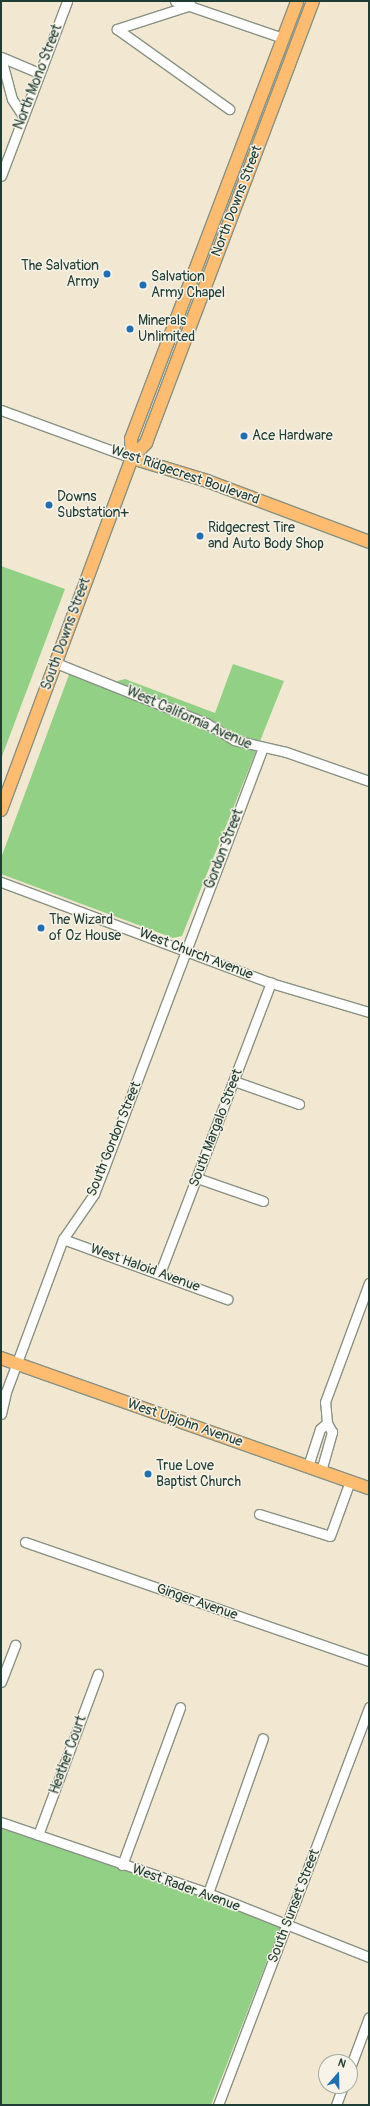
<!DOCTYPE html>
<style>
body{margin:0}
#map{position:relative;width:370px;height:2106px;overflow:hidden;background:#f2e8d2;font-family:Pangolin,sans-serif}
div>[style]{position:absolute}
.green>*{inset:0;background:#92d085}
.roads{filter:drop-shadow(1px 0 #889283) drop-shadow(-1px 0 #889283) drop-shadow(0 1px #889283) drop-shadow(0 -1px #889283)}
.minor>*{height:9px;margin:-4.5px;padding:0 4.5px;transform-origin:4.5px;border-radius:4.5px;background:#fff}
.major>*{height:12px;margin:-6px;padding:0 6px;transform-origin:6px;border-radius:6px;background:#febc70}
.dots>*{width:11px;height:11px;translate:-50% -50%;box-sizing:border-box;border:2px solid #f7f3e8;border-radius:50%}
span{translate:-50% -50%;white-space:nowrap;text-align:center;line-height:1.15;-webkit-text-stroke:3px #f7f3e8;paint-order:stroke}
.street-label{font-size:14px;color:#1f3d34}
.poi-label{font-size:14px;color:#1f3d34}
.right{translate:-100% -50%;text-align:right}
.left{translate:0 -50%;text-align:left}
.frame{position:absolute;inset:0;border:2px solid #1f3d34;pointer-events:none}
.north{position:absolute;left:318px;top:2054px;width:40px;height:40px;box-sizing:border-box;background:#f7f3e8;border:1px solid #a1aaa0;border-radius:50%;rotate:20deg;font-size:11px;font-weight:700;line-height:16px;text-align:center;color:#1f3d34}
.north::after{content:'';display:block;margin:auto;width:14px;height:18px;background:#1f6fb2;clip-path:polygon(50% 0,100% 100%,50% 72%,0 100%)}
</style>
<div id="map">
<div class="green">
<div style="clip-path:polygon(1px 566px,65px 589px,1px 759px)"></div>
<div style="clip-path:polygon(233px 664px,284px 681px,182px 936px,173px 938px,1px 874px,1px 858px,70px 672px,114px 682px,125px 679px,215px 713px)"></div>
<div style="clip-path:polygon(1px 1825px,281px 1925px,211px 2105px,1px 2105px)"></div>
</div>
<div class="roads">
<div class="minor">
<div style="left:175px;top:1px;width:114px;rotate:18.9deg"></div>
<div style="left:190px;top:1px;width:5px;rotate:112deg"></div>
<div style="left:188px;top:6px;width:75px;rotate:162.1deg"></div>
<div style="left:117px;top:29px;width:138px;rotate:35.5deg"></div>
<div style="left:1px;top:57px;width:41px;rotate:22.8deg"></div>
<div style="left:1px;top:58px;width:42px;rotate:75deg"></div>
<div style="left:12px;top:99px;width:20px;rotate:57deg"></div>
<div style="left:1px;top:176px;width:187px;rotate:-69.3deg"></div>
<div style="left:1px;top:410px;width:140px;rotate:20.1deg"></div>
<div style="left:56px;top:663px;width:162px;rotate:21.8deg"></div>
<div style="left:206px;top:723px;width:33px;rotate:31deg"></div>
<div style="left:234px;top:740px;width:53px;rotate:13deg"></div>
<div style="left:286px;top:752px;width:88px;rotate:19.3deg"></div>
<div style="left:1px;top:882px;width:288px;rotate:20.5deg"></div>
<div style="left:271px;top:983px;width:102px;rotate:16.5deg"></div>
<div style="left:234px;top:1081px;width:69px;rotate:19.5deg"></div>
<div style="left:197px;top:1178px;width:70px;rotate:19.2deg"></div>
<div style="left:63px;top:1239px;width:175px;rotate:20.1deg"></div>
<div style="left:160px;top:1273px;width:311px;rotate:-69.1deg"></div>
<div style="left:1px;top:1414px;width:23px;rotate:-77deg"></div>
<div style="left:6px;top:1392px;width:163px;rotate:-69.6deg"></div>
<div style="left:63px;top:1239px;width:55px;rotate:-55.4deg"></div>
<div style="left:94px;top:1194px;width:28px;rotate:-69deg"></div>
<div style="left:104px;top:1168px;width:449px;rotate:-69.3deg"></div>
<div style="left:308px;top:1466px;width:39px;rotate:-72deg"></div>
<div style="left:320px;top:1429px;width:9px;rotate:-41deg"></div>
<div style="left:321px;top:1471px;width:41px;rotate:-74.2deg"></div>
<div style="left:332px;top:1432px;width:10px;rotate:-119deg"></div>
<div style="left:327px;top:1423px;width:21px;rotate:-95deg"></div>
<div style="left:325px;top:1402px;width:127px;rotate:-69.7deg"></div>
<div style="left:259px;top:1514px;width:74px;rotate:17.2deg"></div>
<div style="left:330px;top:1536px;width:59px;rotate:-70deg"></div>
<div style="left:25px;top:1542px;width:364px;rotate:19.1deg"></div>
<div style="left:1px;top:1682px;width:40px;rotate:-69deg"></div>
<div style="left:1px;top:1822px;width:219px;rotate:18.9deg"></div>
<div style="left:208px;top:1893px;width:173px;rotate:21.7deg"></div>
<div style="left:38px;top:1835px;width:172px;rotate:-69.6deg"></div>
<div style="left:122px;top:1865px;width:168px;rotate:-69.8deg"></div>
<div style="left:208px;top:1893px;width:164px;rotate:-70.5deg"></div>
<div style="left:350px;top:2068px;width:54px;rotate:-69.6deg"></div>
<div style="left:218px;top:2105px;width:426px;rotate:-69.2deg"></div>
<div style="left:336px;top:2105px;width:20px;rotate:-70deg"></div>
</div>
<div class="major">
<div style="left:132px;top:458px;width:19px;rotate:-93deg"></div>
<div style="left:131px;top:439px;width:468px;rotate:-69.2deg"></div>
<div style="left:132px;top:458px;width:78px;rotate:17deg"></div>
<div style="left:207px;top:481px;width:173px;rotate:20.6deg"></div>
<div style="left:1px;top:810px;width:376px;rotate:-69.6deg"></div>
<div style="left:132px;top:458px;width:21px;rotate:-47deg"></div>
<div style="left:146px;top:443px;width:472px;rotate:-69.3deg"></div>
<div style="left:1px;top:1358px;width:390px;rotate:19.5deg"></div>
</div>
</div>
<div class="dots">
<div style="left:107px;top:274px;background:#1f6fb2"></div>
<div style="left:143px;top:285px;background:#1f6fb2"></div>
<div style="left:130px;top:329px;background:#1f6fb2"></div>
<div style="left:244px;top:436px;background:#1f6fb2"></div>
<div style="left:49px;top:505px;background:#1f6fb2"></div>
<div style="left:200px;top:536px;background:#1f6fb2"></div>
<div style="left:41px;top:928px;background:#1f6fb2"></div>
<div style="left:148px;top:1474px;background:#1f6fb2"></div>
</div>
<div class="street-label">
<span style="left:38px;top:77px;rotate:-69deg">North Mono Street</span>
<span style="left:237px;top:201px;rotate:-69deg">North Downs Street</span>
<span style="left:185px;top:475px;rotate:19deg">West Ridgecrest Boulevard</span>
<span style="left:66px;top:634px;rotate:-70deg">South Downs Street</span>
<span style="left:189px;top:718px;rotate:24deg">West California Avenue</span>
<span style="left:224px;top:849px;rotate:-69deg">Gordon Street</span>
<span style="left:196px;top:954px;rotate:21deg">West Church Avenue</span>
<span style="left:216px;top:1128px;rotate:-69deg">South Margalo Street</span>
<span style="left:114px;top:1139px;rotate:-68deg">South Gordon Street</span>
<span style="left:145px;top:1268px;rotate:20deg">West Haloid Avenue</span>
<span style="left:185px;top:1423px;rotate:19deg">West Upjohn Avenue</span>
<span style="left:197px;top:1602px;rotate:19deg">Ginger Avenue</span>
<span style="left:68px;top:1755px;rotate:-70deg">Heather Court</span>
<span style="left:186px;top:1888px;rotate:20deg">West Rader Avenue</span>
<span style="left:294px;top:1906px;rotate:-69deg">South Sunset Street</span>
</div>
<div class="poi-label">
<span class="right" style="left:99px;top:274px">The Salvation<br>Army</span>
<span class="left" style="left:151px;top:285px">Salvation<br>Army Chapel</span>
<span class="left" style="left:138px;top:329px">Minerals<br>Unlimited</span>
<span class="left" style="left:252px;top:436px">Ace Hardware</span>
<span class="left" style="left:57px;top:505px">Downs<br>Substation+</span>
<span class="left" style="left:208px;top:536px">Ridgecrest Tire<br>and Auto Body Shop</span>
<span class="left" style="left:49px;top:928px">The Wizard<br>of Oz House</span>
<span class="left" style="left:156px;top:1474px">True Love<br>Baptist Church</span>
</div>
<div class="frame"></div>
<div class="north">N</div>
</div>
=======
■ TASK DETAILS: Report how many lines of the listing hold the word "roads", with nothing but the number.

■ WORKED SOLUTION: 2